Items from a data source
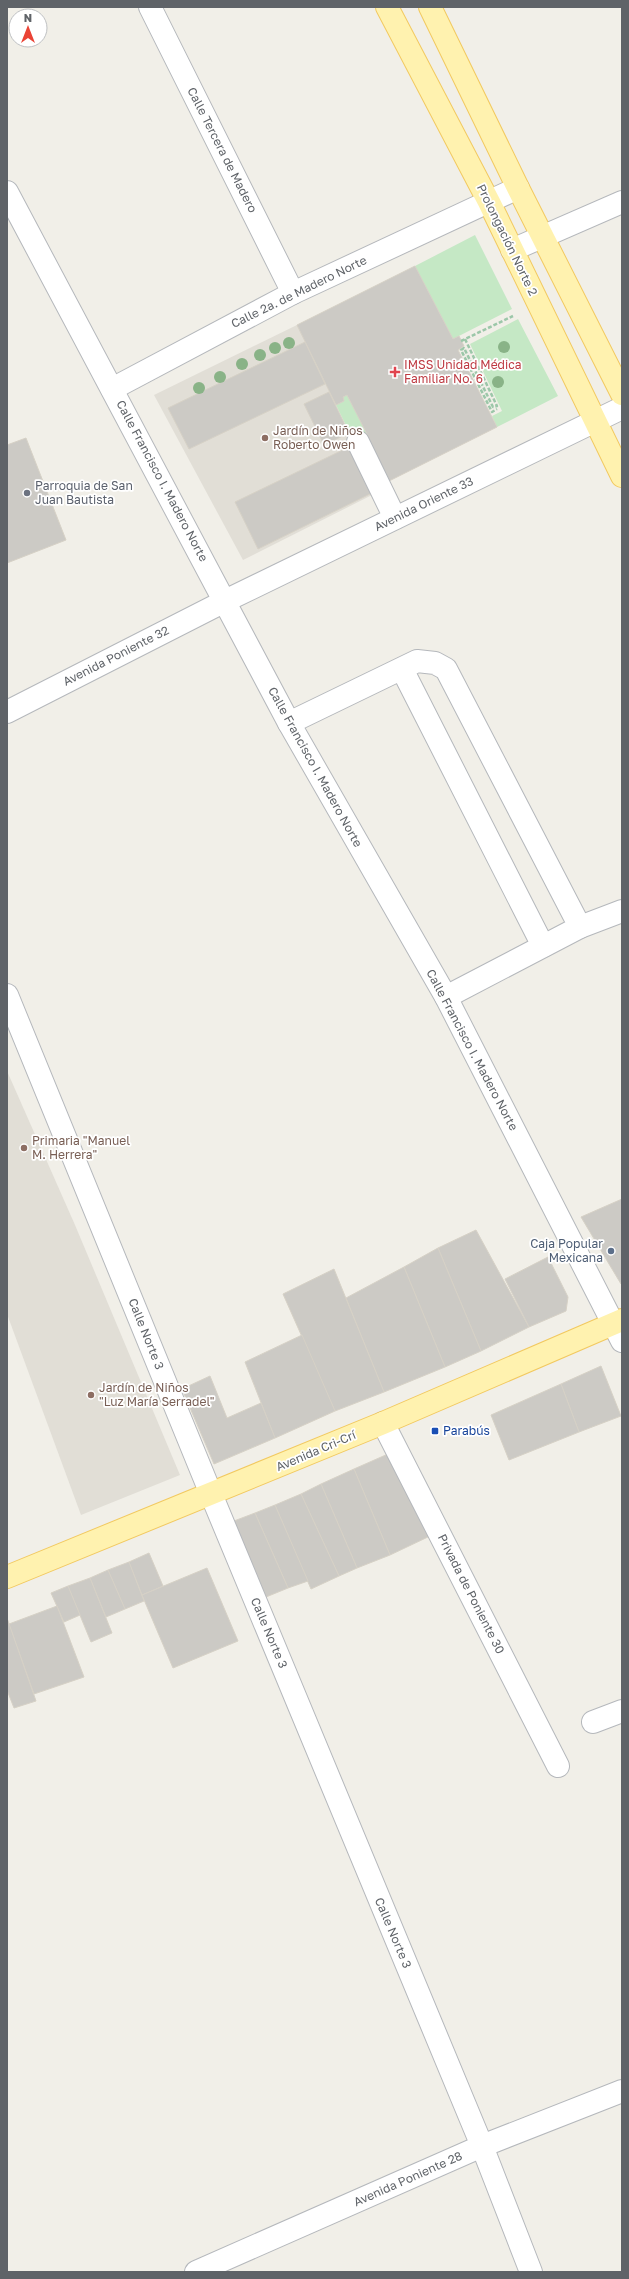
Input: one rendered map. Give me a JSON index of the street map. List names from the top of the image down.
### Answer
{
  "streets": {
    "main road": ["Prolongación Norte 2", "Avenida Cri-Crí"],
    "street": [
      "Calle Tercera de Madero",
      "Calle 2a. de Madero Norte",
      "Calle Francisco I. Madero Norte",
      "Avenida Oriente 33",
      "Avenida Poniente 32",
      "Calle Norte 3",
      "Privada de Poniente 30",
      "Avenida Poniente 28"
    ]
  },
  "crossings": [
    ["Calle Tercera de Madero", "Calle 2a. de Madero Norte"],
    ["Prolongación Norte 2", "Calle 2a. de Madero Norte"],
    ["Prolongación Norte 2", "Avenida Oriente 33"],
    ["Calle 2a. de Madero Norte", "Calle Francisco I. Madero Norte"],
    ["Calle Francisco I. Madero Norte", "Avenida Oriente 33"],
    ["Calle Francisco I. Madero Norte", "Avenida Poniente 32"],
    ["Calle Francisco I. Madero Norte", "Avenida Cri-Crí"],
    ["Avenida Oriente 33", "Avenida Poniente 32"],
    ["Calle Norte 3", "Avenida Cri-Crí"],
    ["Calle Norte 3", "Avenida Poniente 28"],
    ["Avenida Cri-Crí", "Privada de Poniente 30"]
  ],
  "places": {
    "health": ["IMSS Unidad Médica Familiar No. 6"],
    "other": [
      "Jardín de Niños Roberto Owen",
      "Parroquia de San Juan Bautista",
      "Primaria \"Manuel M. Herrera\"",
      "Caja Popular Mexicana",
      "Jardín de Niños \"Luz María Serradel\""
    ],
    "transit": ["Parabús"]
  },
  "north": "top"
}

● **PROBLEM REQUIREMENTS**
Lines with the word "Niños" in them are the answer; report each one from the data.

● **ANSWER TO THE PROBLEM**
      "Jardín de Niños Roberto Owen",
      "Jardín de Niños \"Luz María Serradel\""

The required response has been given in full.